- [Problem details]:
Across these entries, report how many lines include the string "weight", with nothing but the number.

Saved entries
# # # #
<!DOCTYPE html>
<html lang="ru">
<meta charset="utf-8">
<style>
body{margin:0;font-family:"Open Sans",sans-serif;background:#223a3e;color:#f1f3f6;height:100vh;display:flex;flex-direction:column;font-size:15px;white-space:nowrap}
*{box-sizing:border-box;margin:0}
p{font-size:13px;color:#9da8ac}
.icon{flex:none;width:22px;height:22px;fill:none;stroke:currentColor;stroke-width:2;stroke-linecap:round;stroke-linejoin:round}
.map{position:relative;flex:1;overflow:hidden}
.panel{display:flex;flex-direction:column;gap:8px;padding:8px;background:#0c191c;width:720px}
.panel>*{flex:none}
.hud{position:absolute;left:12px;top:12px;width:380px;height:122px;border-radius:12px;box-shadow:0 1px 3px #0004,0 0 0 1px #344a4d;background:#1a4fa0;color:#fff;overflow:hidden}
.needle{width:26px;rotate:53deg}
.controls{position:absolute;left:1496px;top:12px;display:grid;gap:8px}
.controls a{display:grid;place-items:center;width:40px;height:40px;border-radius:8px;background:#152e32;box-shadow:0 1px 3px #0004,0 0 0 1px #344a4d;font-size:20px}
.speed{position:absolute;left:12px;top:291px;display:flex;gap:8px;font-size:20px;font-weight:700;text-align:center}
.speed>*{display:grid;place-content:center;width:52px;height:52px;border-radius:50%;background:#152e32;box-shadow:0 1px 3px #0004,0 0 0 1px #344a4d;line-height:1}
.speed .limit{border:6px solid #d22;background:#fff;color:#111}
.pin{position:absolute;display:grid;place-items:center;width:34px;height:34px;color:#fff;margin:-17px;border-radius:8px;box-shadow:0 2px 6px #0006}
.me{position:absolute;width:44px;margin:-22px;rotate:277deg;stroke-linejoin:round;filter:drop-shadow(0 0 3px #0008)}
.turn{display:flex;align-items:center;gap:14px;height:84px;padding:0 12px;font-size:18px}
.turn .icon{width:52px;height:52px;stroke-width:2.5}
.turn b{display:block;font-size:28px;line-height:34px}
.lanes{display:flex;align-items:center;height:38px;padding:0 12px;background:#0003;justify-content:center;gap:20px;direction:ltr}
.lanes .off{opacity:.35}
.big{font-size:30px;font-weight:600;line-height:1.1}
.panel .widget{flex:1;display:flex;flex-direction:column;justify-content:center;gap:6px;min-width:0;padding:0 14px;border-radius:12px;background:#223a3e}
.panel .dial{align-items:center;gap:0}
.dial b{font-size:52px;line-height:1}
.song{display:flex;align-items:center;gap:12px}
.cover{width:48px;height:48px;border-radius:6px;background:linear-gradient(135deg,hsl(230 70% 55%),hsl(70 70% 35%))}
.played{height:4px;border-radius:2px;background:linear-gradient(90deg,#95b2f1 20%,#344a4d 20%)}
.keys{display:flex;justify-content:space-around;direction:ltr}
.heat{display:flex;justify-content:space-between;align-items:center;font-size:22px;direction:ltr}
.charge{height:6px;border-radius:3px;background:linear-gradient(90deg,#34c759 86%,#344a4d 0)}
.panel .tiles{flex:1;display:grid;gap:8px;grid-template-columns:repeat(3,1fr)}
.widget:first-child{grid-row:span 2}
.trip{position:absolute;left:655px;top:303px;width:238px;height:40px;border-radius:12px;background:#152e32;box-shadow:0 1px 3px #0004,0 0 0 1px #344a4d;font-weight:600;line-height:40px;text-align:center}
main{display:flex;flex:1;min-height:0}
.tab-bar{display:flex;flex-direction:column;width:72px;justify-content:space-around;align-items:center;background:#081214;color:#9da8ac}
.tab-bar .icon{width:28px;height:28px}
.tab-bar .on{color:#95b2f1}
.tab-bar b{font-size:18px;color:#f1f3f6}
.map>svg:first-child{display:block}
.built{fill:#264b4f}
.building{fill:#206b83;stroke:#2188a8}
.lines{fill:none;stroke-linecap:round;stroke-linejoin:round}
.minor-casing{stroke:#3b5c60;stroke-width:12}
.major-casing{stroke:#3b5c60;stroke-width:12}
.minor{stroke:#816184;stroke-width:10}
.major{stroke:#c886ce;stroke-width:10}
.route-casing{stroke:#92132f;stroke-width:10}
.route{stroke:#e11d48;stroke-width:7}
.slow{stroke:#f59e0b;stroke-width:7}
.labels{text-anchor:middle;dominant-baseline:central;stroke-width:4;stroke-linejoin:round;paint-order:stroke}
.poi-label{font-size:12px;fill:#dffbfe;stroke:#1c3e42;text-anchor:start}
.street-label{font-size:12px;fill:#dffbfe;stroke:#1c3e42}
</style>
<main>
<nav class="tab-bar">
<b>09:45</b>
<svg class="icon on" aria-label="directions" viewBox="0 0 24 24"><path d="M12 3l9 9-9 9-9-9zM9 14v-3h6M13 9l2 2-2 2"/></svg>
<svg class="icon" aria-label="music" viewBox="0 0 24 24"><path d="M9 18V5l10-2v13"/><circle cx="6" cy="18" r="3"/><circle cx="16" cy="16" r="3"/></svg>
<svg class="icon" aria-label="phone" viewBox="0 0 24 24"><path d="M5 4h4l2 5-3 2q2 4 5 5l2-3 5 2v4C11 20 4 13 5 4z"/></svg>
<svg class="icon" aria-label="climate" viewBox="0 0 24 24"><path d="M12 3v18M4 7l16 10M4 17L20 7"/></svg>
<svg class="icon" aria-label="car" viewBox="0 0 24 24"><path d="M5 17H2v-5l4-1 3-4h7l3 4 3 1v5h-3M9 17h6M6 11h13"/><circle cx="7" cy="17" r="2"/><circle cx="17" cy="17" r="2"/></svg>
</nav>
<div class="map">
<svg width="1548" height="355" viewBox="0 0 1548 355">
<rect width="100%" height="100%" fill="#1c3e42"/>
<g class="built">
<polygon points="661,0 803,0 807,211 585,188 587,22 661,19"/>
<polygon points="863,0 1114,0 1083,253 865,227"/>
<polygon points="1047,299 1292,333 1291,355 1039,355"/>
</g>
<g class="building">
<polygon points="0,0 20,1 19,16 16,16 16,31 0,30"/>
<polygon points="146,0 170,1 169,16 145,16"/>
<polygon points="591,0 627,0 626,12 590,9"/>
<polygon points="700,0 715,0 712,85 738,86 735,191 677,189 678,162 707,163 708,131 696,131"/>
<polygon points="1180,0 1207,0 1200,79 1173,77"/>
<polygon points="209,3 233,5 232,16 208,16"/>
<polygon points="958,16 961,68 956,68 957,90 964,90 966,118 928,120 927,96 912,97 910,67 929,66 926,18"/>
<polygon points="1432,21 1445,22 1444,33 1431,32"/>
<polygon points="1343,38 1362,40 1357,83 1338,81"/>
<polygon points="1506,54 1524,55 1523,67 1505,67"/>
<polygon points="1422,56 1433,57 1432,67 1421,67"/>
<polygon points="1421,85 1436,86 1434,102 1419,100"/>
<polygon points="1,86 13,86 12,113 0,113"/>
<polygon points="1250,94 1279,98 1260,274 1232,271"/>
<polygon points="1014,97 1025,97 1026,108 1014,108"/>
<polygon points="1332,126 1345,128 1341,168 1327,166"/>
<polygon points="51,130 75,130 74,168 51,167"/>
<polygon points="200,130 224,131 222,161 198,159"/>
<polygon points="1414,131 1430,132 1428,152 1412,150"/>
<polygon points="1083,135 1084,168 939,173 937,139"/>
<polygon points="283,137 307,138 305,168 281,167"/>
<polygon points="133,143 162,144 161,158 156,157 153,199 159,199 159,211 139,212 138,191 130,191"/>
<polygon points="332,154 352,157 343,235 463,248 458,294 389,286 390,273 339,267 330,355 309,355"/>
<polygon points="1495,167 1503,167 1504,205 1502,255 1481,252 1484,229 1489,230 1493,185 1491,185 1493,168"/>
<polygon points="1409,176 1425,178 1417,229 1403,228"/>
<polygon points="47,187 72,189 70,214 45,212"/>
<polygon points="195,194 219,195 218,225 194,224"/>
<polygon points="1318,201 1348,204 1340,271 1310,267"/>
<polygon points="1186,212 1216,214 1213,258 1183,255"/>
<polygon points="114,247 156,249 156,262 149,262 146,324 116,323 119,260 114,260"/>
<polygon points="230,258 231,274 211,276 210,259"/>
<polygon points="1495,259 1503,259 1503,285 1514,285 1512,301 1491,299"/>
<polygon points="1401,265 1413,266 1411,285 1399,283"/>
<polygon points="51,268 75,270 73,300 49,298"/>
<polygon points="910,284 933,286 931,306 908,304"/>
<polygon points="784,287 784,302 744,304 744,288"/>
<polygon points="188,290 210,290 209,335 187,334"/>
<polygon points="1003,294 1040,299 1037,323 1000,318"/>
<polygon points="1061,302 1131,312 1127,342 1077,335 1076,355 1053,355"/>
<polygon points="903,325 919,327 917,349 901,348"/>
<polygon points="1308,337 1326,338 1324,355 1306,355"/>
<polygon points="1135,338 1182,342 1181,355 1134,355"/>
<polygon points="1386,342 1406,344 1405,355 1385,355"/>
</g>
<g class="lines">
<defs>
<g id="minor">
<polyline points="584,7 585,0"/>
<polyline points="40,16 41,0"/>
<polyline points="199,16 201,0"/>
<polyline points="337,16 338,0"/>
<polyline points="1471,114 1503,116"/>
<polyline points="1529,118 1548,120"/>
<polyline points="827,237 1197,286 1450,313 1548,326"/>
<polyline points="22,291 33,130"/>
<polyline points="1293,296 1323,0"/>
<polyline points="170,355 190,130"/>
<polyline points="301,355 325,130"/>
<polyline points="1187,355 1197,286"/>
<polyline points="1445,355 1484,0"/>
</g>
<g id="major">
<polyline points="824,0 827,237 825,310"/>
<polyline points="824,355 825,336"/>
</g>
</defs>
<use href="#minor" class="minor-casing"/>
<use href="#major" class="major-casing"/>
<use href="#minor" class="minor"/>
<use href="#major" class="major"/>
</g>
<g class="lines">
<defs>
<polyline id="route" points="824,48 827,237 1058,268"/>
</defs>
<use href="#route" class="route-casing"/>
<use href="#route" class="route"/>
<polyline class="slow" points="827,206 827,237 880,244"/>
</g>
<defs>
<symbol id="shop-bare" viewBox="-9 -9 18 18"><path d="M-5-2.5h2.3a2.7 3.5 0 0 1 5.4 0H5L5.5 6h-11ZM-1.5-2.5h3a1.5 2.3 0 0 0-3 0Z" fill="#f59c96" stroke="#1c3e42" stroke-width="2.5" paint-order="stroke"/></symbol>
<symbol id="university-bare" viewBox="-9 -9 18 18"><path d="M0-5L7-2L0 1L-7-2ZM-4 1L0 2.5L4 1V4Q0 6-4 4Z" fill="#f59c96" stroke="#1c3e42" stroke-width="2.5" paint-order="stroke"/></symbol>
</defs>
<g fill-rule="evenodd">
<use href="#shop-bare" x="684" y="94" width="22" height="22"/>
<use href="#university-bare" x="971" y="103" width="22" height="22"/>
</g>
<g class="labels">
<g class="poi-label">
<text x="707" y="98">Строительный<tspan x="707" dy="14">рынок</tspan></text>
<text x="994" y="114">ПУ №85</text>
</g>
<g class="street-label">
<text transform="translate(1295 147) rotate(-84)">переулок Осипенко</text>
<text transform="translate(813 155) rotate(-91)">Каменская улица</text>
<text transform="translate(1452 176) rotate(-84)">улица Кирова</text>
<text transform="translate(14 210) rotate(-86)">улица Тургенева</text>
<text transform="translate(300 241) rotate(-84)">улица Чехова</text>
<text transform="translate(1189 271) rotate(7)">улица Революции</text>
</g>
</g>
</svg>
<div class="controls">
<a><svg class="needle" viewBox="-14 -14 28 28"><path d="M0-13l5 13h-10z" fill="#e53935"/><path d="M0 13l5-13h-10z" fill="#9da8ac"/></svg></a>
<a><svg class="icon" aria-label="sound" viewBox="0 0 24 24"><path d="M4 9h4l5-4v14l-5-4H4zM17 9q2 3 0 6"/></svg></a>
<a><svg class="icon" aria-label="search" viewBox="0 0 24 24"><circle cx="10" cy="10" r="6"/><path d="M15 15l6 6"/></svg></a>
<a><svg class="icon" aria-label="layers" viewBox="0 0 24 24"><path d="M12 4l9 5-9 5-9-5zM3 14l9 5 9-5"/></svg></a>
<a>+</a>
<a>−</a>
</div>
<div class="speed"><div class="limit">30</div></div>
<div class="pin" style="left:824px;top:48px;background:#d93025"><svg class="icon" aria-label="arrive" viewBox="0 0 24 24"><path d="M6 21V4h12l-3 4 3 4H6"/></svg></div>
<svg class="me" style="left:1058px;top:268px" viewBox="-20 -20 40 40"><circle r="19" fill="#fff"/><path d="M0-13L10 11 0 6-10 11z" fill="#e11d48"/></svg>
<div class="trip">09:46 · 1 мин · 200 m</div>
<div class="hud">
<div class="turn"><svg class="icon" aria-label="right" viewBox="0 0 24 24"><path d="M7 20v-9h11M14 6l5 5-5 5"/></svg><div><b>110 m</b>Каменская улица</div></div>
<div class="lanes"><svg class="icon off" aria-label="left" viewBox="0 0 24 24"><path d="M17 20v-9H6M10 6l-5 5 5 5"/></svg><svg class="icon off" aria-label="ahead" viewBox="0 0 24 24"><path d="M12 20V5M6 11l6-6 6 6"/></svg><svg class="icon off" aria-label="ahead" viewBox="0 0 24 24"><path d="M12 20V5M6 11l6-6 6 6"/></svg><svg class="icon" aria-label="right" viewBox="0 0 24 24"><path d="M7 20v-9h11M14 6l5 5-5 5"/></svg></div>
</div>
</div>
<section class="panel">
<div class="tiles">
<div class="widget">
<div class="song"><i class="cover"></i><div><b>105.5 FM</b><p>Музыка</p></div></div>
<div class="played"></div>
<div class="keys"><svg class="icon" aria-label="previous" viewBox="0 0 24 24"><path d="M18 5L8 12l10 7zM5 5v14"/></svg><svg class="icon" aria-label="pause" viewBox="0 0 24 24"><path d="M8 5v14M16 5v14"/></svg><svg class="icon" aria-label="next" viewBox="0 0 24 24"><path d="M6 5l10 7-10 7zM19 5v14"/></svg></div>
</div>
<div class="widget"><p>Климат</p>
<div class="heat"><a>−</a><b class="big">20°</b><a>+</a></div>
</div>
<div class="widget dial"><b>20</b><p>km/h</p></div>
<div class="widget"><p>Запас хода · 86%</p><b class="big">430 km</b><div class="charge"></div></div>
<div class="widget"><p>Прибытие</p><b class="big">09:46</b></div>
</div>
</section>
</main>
# # # #
- [Response box]:
3